[Data items]
================
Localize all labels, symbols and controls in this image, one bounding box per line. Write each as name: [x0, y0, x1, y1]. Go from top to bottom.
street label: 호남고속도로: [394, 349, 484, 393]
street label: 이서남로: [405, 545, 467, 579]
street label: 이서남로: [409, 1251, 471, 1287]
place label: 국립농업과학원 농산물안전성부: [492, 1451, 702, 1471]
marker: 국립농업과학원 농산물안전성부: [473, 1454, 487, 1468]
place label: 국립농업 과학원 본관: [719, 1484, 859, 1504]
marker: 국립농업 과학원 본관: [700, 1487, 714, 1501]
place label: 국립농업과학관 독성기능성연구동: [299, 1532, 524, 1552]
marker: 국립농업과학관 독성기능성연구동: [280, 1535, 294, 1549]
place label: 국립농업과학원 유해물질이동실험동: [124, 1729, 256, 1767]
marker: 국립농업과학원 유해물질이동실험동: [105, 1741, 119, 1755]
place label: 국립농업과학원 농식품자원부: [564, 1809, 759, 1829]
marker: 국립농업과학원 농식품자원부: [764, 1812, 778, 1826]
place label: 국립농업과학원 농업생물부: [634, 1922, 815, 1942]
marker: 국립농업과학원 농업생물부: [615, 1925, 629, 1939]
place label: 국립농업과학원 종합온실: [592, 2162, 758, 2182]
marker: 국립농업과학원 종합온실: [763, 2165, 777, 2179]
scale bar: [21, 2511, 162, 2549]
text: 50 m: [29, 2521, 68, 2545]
================
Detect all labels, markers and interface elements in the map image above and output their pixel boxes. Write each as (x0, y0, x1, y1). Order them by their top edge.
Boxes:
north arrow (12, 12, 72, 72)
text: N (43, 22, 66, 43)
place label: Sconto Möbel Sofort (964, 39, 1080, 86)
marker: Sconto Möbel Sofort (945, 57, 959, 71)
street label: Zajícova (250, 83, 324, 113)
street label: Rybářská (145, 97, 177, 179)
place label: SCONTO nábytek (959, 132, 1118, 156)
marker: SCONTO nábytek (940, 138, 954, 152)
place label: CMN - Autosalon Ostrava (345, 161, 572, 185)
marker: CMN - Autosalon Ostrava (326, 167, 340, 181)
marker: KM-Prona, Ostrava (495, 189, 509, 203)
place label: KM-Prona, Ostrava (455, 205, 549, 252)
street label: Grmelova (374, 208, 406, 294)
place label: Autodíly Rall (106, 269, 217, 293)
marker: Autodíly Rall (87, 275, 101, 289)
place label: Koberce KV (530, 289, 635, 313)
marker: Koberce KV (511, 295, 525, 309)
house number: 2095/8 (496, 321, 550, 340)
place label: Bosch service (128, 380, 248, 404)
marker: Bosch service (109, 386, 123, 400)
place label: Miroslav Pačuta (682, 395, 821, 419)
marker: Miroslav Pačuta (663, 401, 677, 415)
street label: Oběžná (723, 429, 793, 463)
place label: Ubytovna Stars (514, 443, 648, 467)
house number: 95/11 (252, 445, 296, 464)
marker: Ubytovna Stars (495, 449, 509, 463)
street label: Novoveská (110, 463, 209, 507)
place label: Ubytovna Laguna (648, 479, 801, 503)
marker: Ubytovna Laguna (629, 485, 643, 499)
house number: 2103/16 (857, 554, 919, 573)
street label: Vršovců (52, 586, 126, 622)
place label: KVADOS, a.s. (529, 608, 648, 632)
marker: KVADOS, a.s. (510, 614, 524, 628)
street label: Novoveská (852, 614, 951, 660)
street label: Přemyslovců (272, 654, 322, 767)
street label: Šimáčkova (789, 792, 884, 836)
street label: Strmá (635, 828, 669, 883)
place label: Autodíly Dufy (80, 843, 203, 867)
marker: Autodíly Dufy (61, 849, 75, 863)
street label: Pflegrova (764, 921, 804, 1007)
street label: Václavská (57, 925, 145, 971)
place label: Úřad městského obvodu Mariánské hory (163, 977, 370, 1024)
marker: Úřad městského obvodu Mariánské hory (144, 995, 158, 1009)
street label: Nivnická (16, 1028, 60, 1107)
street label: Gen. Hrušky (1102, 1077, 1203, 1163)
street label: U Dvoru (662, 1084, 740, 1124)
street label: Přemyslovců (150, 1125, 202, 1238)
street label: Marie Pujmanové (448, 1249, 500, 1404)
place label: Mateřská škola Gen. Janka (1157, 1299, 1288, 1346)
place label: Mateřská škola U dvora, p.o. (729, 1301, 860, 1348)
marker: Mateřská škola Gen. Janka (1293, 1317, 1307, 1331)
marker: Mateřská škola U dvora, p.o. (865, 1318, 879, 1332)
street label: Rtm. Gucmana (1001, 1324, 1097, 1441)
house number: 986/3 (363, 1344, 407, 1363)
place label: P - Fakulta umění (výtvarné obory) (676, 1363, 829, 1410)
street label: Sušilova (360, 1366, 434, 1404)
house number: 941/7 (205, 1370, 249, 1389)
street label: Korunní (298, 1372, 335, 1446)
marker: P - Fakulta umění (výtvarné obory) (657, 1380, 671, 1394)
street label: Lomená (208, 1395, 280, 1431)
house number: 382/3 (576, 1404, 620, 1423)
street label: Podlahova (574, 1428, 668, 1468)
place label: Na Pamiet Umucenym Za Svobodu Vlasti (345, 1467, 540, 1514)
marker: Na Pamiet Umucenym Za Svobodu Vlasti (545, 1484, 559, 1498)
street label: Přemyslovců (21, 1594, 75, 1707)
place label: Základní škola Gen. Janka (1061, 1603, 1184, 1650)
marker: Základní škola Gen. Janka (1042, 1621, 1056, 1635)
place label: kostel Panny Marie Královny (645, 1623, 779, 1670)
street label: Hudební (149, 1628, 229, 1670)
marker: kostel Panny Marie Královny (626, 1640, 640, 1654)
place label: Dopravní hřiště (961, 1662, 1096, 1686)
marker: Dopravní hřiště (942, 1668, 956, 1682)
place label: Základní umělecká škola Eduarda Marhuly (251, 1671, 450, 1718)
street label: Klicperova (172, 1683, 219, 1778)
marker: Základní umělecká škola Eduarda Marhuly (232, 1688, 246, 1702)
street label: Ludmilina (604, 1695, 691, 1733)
================
-- Task prompt --
The expected answer is a number and nothing else: how many lines above include the word "농식품자원부".

-- Response for this exercise --
2